The body always wants what the body can't have, however. Using the bathroom in the RV probably would have been a punishment had we been forced to utilize it. I mean, it's basically a porta potty on wheels, for goodness sake, just minus gross views and the constant fear of falling in. As it was, however, we had to conduct all business at rest stops and gas stations along the way, which, of course, made the RV bathroom utterly desirable. Unattainably cool. Impossibly awesome.

...all which might explain why my cousin and I broke down and decided to use it during a camping trip on our way to Canada one summer. My cousin, whom I shall call "Nicole" for anonymity sake, was about my same age and had my same embarrassingly low level of humor (which means we laughed at everything and annoyed everyone with our constant giggling).
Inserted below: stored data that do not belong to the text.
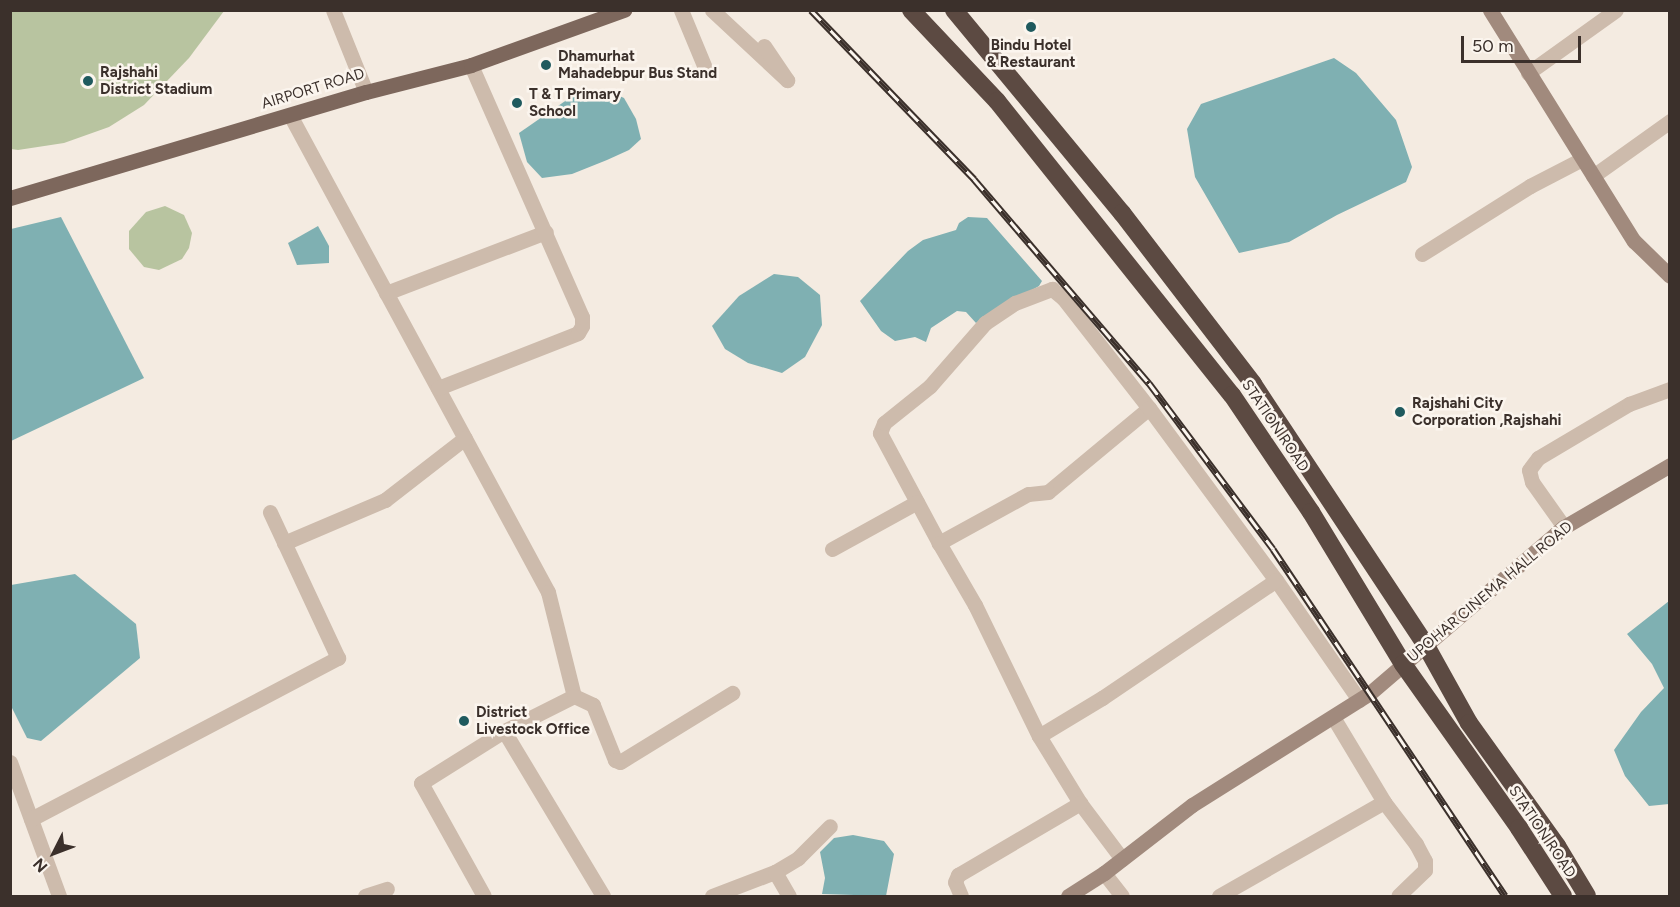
<!DOCTYPE html>
<style>
body{margin:0}
#map{position:relative;width:1680px;height:907px;overflow:hidden;background:#f4ebe1;font-family:Figtree,sans-serif}
div>[style]{position:absolute}
.green>*{inset:0;background:#b8c4a0}
.water>*{inset:0;background:#7fb0b2}
.street>*{height:15px;margin:-7.5px;padding:0 7.5px;transform-origin:7.5px;border-radius:7.5px;background:#cdbbac}
.secondary>*{height:15px;margin:-7.5px;padding:0 7.5px;transform-origin:7.5px;border-radius:7.5px;background:#a18a7d}
.primary>*{height:15px;margin:-7.5px;padding:0 7.5px;transform-origin:7.5px;border-radius:7.5px;background:#7d675c}
.highway>*{height:18px;margin:-9px;padding:0 9px;transform-origin:9px;border-radius:9px;background:#5c4a42}
.rail>*{height:7px;margin-top:-3.5px;transform-origin:0;background:repeating-linear-gradient(90deg,#fbf5ee 0 14px,#3b302b 0 28px);box-sizing:border-box;border-block:2px solid #3b302b}
.dots>*{width:16px;height:16px;translate:-50% -50%;box-sizing:border-box;border:3px solid #fbf5ee;border-radius:50%}
span{translate:-50% -50%;white-space:nowrap;text-align:center;line-height:1.15;-webkit-text-stroke:5px #fbf5ee;paint-order:stroke}
.poi-label{font-size:15px;color:#3b302b;font-weight:700}
.left{translate:0 -50%;text-align:left}
.street-label{font-size:15px;color:#3b302b}
.frame{position:absolute;inset:0;border:12px solid #3b302b;pointer-events:none}
.north{position:absolute;left:24px;top:823px;width:60px;height:60px;-webkit-text-stroke:4px #fbf5ee;paint-order:stroke;rotate:228deg;font-size:16px;font-weight:700;line-height:24px;text-align:center;color:#3b302b}
.north::after{content:'';display:block;margin:auto;width:21px;height:27px;background:#3b302b;clip-path:polygon(50% 0,100% 100%,50% 72%,0 100%)}
.scale{position:absolute;left:1461px;top:36px;width:120px;height:27px;box-sizing:border-box;border:3px solid #3b302b;border-top:0;padding-left:8px;font-size:18px;line-height:21px;white-space:nowrap;color:#3b302b;-webkit-text-stroke:4px #fbf5ee;paint-order:stroke}
</style>
<div id="map">
<div class="green">
<div style="clip-path:polygon(10px 11px,11px 10px,224px 11px,189px 58px,144px 105px,109px 127px,64px 143px,18px 150px,11px 149px)"></div>
<div style="clip-path:polygon(165px 206px,184px 215px,192px 233px,189px 248px,182px 259px,159px 270px,144px 267px,129px 249px,129px 231px,146px 212px)"></div>
</div>
<div class="water">
<div style="clip-path:polygon(1334px 58px,1356px 73px,1396px 120px,1412px 167px,1406px 182px,1337px 215px,1289px 242px,1239px 253px,1195px 177px,1187px 129px,1201px 104px)"></div>
<div style="clip-path:polygon(606px 90px,624px 98px,636px 119px,641px 139px,629px 150px,607px 160px,572px 174px,542px 178px,527px 162px,519px 133px,571px 97px)"></div>
<div style="clip-path:polygon(61px 217px,144px 378px,11px 441px,11px 229px)"></div>
<div style="clip-path:polygon(968px 217px,987px 218px,1042px 281px,1039px 286px,976px 323px,966px 312px,957px 311px,931px 328px,926px 342px,915px 337px,895px 341px,881px 331px,860px 301px,908px 251px,923px 240px,956px 230px,959px 223px)"></div>
<div style="clip-path:polygon(318px 226px,329px 246px,329px 263px,297px 265px,288px 243px)"></div>
<div style="clip-path:polygon(774px 274px,798px 277px,820px 295px,822px 325px,805px 357px,782px 373px,748px 363px,725px 349px,712px 326px,739px 296px)"></div>
<div style="clip-path:polygon(75px 574px,136px 624px,140px 658px,41px 741px,27px 738px,11px 706px,11px 585px)"></div>
<div style="clip-path:polygon(1669px 601px,1669px 804px,1649px 806px,1625px 776px,1614px 750px,1641px 712px,1664px 688px,1652px 664px,1627px 634px)"></div>
<div style="clip-path:polygon(853px 835px,884px 841px,894px 854px,886px 896px,822px 894px,825px 878px,820px 852px,834px 838px)"></div>
</div>
<div class="street">
<div style="left:333px;top:10px;width:88px;rotate:68.1deg"></div>
<div style="left:681px;top:10px;width:65px;rotate:67.4deg"></div>
<div style="left:712px;top:10px;width:103px;rotate:43deg"></div>
<div style="left:787px;top:80px;width:41px;rotate:-124.1deg"></div>
<div style="left:1528px;top:73px;width:108px;rotate:-35.6deg"></div>
<div style="left:290px;top:115px;width:542px;rotate:61.59deg"></div>
<div style="left:548px;top:592px;width:107px;rotate:76deg"></div>
<div style="left:574px;top:696px;width:78px;rotate:153.4deg"></div>
<div style="left:504px;top:731px;width:98px;rotate:147.9deg"></div>
<div style="left:421px;top:783px;width:129px;rotate:60.9deg"></div>
<div style="left:1593px;top:176px;width:95px;rotate:-35.5deg"></div>
<div style="left:1422px;top:254px;width:128px;rotate:-32.2deg"></div>
<div style="left:1530px;top:186px;width:59px;rotate:-27.4deg"></div>
<div style="left:386px;top:293px;width:171px;rotate:-20.9deg"></div>
<div style="left:438px;top:388px;width:150px;rotate:-21.4deg"></div>
<div style="left:578px;top:333px;width:8px;rotate:-60deg"></div>
<div style="left:582px;top:326px;width:9px;rotate:-90deg"></div>
<div style="left:582px;top:317px;width:275px;rotate:-113.8deg"></div>
<div style="left:1149px;top:408px;width:131px;rotate:140.3deg"></div>
<div style="left:1048px;top:492px;width:20px;rotate:174deg"></div>
<div style="left:1028px;top:494px;width:102px;rotate:151.2deg"></div>
<div style="left:939px;top:543px;width:125px;rotate:-118.2deg"></div>
<div style="left:880px;top:433px;width:11px;rotate:-68deg"></div>
<div style="left:884px;top:423px;width:59px;rotate:-38.8deg"></div>
<div style="left:930px;top:386px;width:84px;rotate:-48.9deg"></div>
<div style="left:985px;top:323px;width:36px;rotate:-34deg"></div>
<div style="left:1015px;top:303px;width:40px;rotate:-21deg"></div>
<div style="left:1052px;top:289px;width:14px;rotate:39deg"></div>
<div style="left:1063px;top:298px;width:140px;rotate:52deg"></div>
<div style="left:1149px;top:408px;width:214px;rotate:53.6deg"></div>
<div style="left:1276px;top:580px;width:146px;rotate:55.3deg"></div>
<div style="left:1564px;top:527px;width:55px;rotate:-125.4deg"></div>
<div style="left:1532px;top:482px;width:12px;rotate:-104deg"></div>
<div style="left:1529px;top:470px;width:15px;rotate:-53deg"></div>
<div style="left:1538px;top:458px;width:106px;rotate:-30.7deg"></div>
<div style="left:1629px;top:404px;width:44px;rotate:-20.1deg"></div>
<div style="left:284px;top:543px;width:110px;rotate:-23.1deg"></div>
<div style="left:385px;top:500px;width:101px;rotate:-37.8deg"></div>
<div style="left:939px;top:543px;width:72px;rotate:59.9deg"></div>
<div style="left:975px;top:605px;width:146px;rotate:64deg"></div>
<div style="left:1039px;top:736px;width:79px;rotate:58.5deg"></div>
<div style="left:1080px;top:803px;width:70px;rotate:53.1deg"></div>
<div style="left:832px;top:549px;width:97px;rotate:-28.9deg"></div>
<div style="left:574px;top:696px;width:21px;rotate:25deg"></div>
<div style="left:593px;top:705px;width:59px;rotate:68.2deg"></div>
<div style="left:615px;top:760px;width:5px;rotate:22deg"></div>
<div style="left:620px;top:762px;width:132px;rotate:-31.6deg"></div>
<div style="left:1333px;top:717px;width:99px;rotate:59deg"></div>
<div style="left:1384px;top:802px;width:53px;rotate:52.7deg"></div>
<div style="left:1416px;top:844px;width:19px;rotate:62deg"></div>
<div style="left:1425px;top:861px;width:9px;rotate:90deg"></div>
<div style="left:1425px;top:870px;width:37px;rotate:136deg"></div>
<div style="left:504px;top:731px;width:192px;rotate:59deg"></div>
<div style="left:1039px;top:736px;width:74px;rotate:-31.1deg"></div>
<div style="left:1102px;top:698px;width:210px;rotate:-34.1deg"></div>
<div style="left:10px;top:762px;width:143px;rotate:69.9deg"></div>
<div style="left:31px;top:819px;width:347px;rotate:-27.7deg"></div>
<div style="left:338px;top:658px;width:161px;rotate:-115deg"></div>
<div style="left:775px;top:872px;width:27px;rotate:-31deg"></div>
<div style="left:798px;top:858px;width:45px;rotate:-45deg"></div>
<div style="left:1104px;top:873px;width:29px;rotate:52deg"></div>
<div style="left:365px;top:896px;width:23px;rotate:-18deg"></div>
<div style="left:712px;top:896px;width:67px;rotate:-20.9deg"></div>
<div style="left:775px;top:872px;width:28px;rotate:60deg"></div>
<div style="left:961px;top:896px;width:15px;rotate:-113deg"></div>
<div style="left:955px;top:882px;width:8px;rotate:-67deg"></div>
<div style="left:958px;top:875px;width:142px;rotate:-30.5deg"></div>
<div style="left:1219px;top:896px;width:190px;rotate:-29.7deg"></div>
</div>
<div class="secondary">
<div style="left:1490px;top:10px;width:272px;rotate:58.1deg"></div>
<div style="left:1634px;top:241px;width:50px;rotate:44.2deg"></div>
<div style="left:1068px;top:896px;width:43px;rotate:-32.6deg"></div>
<div style="left:1104px;top:873px;width:111px;rotate:-37.7deg"></div>
<div style="left:1192px;top:805px;width:210px;rotate:-32.2deg"></div>
<div style="left:1370px;top:693px;width:255px;rotate:-40.6deg"></div>
<div style="left:1564px;top:527px;width:123px;rotate:-30.3deg"></div>
</div>
<div class="primary">
<div style="left:10px;top:198px;width:371px;rotate:-16.6deg"></div>
<div style="left:366px;top:92px;width:108px;rotate:-14.4deg"></div>
<div style="left:471px;top:65px;width:163px;rotate:-19.8deg"></div>
</div>
<div class="highway">
<div style="left:911px;top:10px;width:125px;rotate:46.6deg"></div>
<div style="left:997px;top:101px;width:376px;rotate:51.4deg"></div>
<div style="left:1232px;top:395px;width:141px;rotate:56deg"></div>
<div style="left:1311px;top:512px;width:178px;rotate:58.8deg"></div>
<div style="left:1403px;top:664px;width:201px;rotate:54.7deg"></div>
<div style="left:1519px;top:828px;width:81px;rotate:57.1deg"></div>
<div style="left:954px;top:10px;width:264px;rotate:50.4deg"></div>
<div style="left:1122px;top:213px;width:215px;rotate:52.5deg"></div>
<div style="left:1253px;top:384px;width:312px;rotate:56.5deg"></div>
<div style="left:1425px;top:644px;width:90px;rotate:60.9deg"></div>
<div style="left:1469px;top:723px;width:151px;rotate:54.4deg"></div>
<div style="left:1557px;top:846px;width:58px;rotate:59deg"></div>
</div>
<div class="rail">
<div style="left:811px;top:10px;width:235px;rotate:46deg"></div>
<div style="left:974px;top:179px;width:269px;rotate:49.4deg"></div>
<div style="left:1149px;top:383px;width:207px;rotate:53.2deg"></div>
<div style="left:1273px;top:549px;width:417px;rotate:56.2deg"></div>
</div>
<div class="dots">
<div style="left:1031px;top:27px;background:#1f5a5e"></div>
<div style="left:546px;top:65px;background:#1f5a5e"></div>
<div style="left:88px;top:81px;background:#1f5a5e"></div>
<div style="left:517px;top:103px;background:#1f5a5e"></div>
<div style="left:1400px;top:412px;background:#1f5a5e"></div>
<div style="left:464px;top:721px;background:#1f5a5e"></div>
</div>
<div class="poi-label">
<span style="left:1031px;top:54px">Bindu Hotel<br>&amp; Restaurant</span>
<span class="left" style="left:558px;top:65px">Dhamurhat<br>Mahadebpur Bus Stand</span>
<span class="left" style="left:100px;top:81px">Rajshahi<br>District Stadium</span>
<span class="left" style="left:529px;top:103px">T &amp; T Primary<br>School</span>
<span class="left" style="left:1412px;top:412px">Rajshahi City<br>Corporation ,Rajshahi</span>
<span class="left" style="left:476px;top:721px">District<br>Livestock Office</span>
</div>
<div class="street-label">
<span style="left:313px;top:89px;rotate:-17deg">AIRPORT ROAD</span>
<span style="left:1275px;top:426px;rotate:56deg">STATION ROAD</span>
<span style="left:1490px;top:592px;rotate:-40deg">UPOHAR CINEMA HALL ROAD</span>
<span style="left:1542px;top:832px;rotate:56deg">STATION ROAD</span>
</div>
<div class="frame"></div>
<div class="north">N</div>
<div class="scale">50 m</div>
</div>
One of us laid of laid a deuce in that RV. I honestly don't remember who. (Honestly.) Or why. (Although it might have been solely due to that urge you get to squeeze an entire tube of toothpaste in the sink just to see what an entire tube of toothpaste in the sink looks like.)           Er, just me? Carry on.

And when the culprit (whoever she was) tried to flush, she found that there was NO WATER HOOKUP. That poop just sat there, grinning right back at her.

So here we were in the RV with the evidence of a non-flushing sin stinking up the place, our parents and grandparents just feet away outside playing cards at the picnic table. So of course we lost our heads and started laughing. Uncontrollably.

Then - still howling - we went in a 6x15-foot search of something to hide this disaster. And out of all the paper towels and scratch paper score cards and toilet paper rolls, we happened upon a serving spoon.

I am truly sorry, Grandma.

I don't even remember the details of what happened next, I was so short of oxygen from hyperventilating with laughter. I blame it all on Nicole...

So when all was said and done (and washed and put away in the silverware drawer), you think I would have learned my lesson when I got an overwhelming urge to stick my chewed gum in my dad's hair on the way home in our minivan. You'd think I'd have stilled my hand. Clenched my fist. Resisted that arm.

But no.

For some unfathomable reason, I stuck that wad on the back of his head while he was driving.

What was wrong with me?? Nicole wasn't even around! How did I possibly grow up to be such a responsible and self-controlled adult? It boggles my mind. I do, however, still resist the urge to fill the sink with shaving cream and immerse my hands in the soft dreaminess. But that's neither here nor there. I still blame Nicole.